Condition precedent (iii) has not yet been removed; it corresponds to the ruling by the Commercial Court of Lyon on the safeguard plan consistent with the Firm Offer, which would take place at a later stage.
HBR welcomes the constructive spirit in which the negotiations with banks and bondholders took place and thanks them for the efforts made that will allow Boostheat to implement its turnaround plan.
I ENTRY OF A NEW SHAREHOLDER (HBR INVESTMENT GROUP)
At the same time, Fluxys (2.83% of the capital) and Holdigaz (16.79% of the capital), reference shareholders in BOOSTHEAT, have reached an agreement with HBR relative to the sale of all their shares: it being understood that Fluxys sold its shares immediately and that the sale of the Holdigaz shares will take place during a second stage. Once these two share sales have been completed, HBR would hold around 19% of the capital of BOOSTHEAT.
The Board of Directors of BOOSTHEAT, at its meeting on 5 December 2022, acknowledged the removal of the conditions precedent and the completion of the BOOSTHEAT capital transaction (the “Transaction”).

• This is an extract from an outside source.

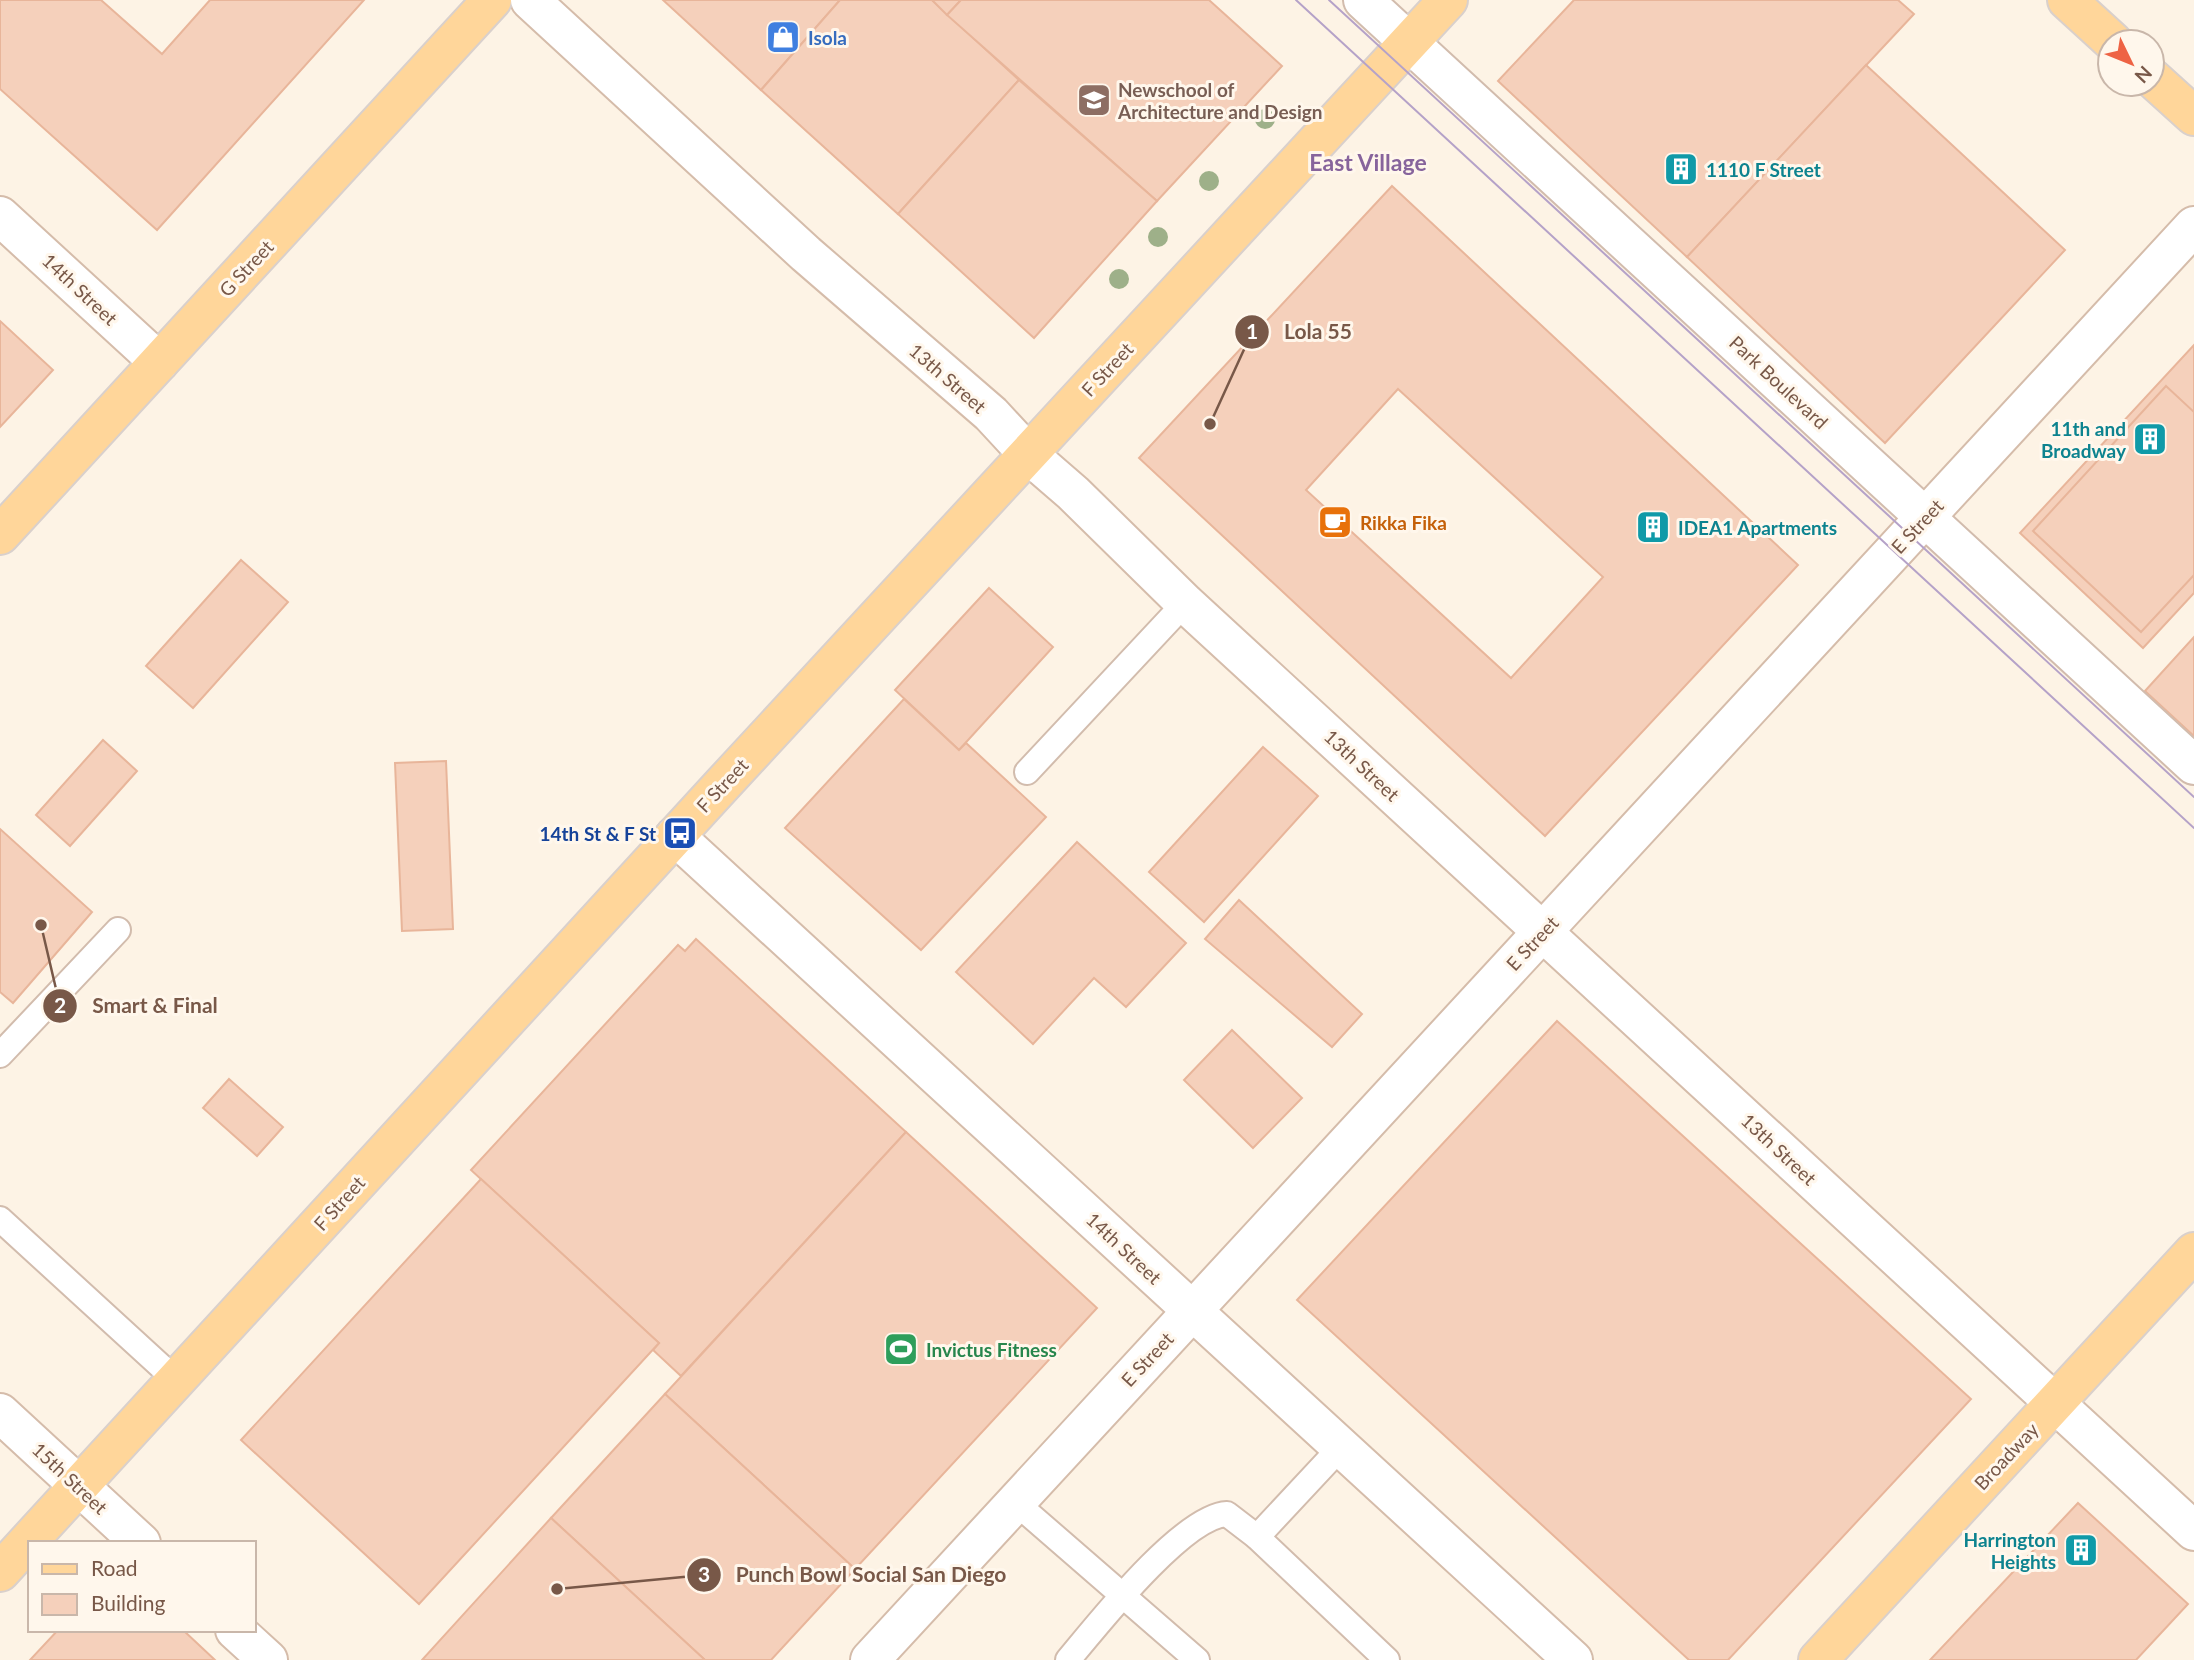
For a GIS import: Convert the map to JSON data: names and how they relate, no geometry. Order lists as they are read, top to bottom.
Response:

I APPOINTMENT OF HUGO BRUGIÈRE AS CHAIRMAN AND CEO
With the removal of all conditions precedent, and to give HBR the means to proceed with the transformation of BOOSTHEAT and execute the turnaround plan still under review by the Commercial Court of Lyon, the Board of directors meeting today decided to co-opt the appointment of the Chairman of HBR, Hugo Brugière, as member of the Board. The latter has been appointed Company Chairman and CEO with immediate effect. Hugo Brugière has solid expertise in listed companies, particularly in restructuring or turnaround situation.
The Board also acknowledged the resignation of Luc Reginster (Chemium), Luisa Helms (Holdigaz) Raphaël de Winter (Fluxys), directors, and co-opted the appointments of Emmanuel Couraud and Baudouin Hallo. Emmanuel Couraud has more than 20 years' experience in the industry and in assisting growth companies. He will be in charge more specifically of monitoring the pre-industrial phases of BOOSTHEAT projects. Baudouin Hallo, Chief Executive Officer of HBR, with an engineer background, will be notably responsible for monitoring operations. At the same time, Éric Lambert, Chief Executive Officer since 18 May 2021, will step down from this position but will continue to assist the Company and the teams in the implementation of the BOOSTHEAT turnaround plan.
The Board of directors is now equal and made up of six members, including three historical independent administrators to ensure continuity with the new governance team:
- Hugo Brugière, Chairman and CEO;
- Emmanuel Couraud;
- Baudouin Hallo;
- Myriam Maestroni, independent member;
- Isabelle Montfort, independent member;
- Claudia Zimmer, independent member
I STRONG FINANCIAL SUPPORT FROM THE NEW SHAREHOLDER
To support the cash flow needs of BOOSTHEAT during the observation period, HBR has committed on 6 December 2022, upon the Commercial Court, for a current account contribution of €1M to BOOSTHEAT, with €500K in coming days, to finance the observation period and the start of the recovery plan.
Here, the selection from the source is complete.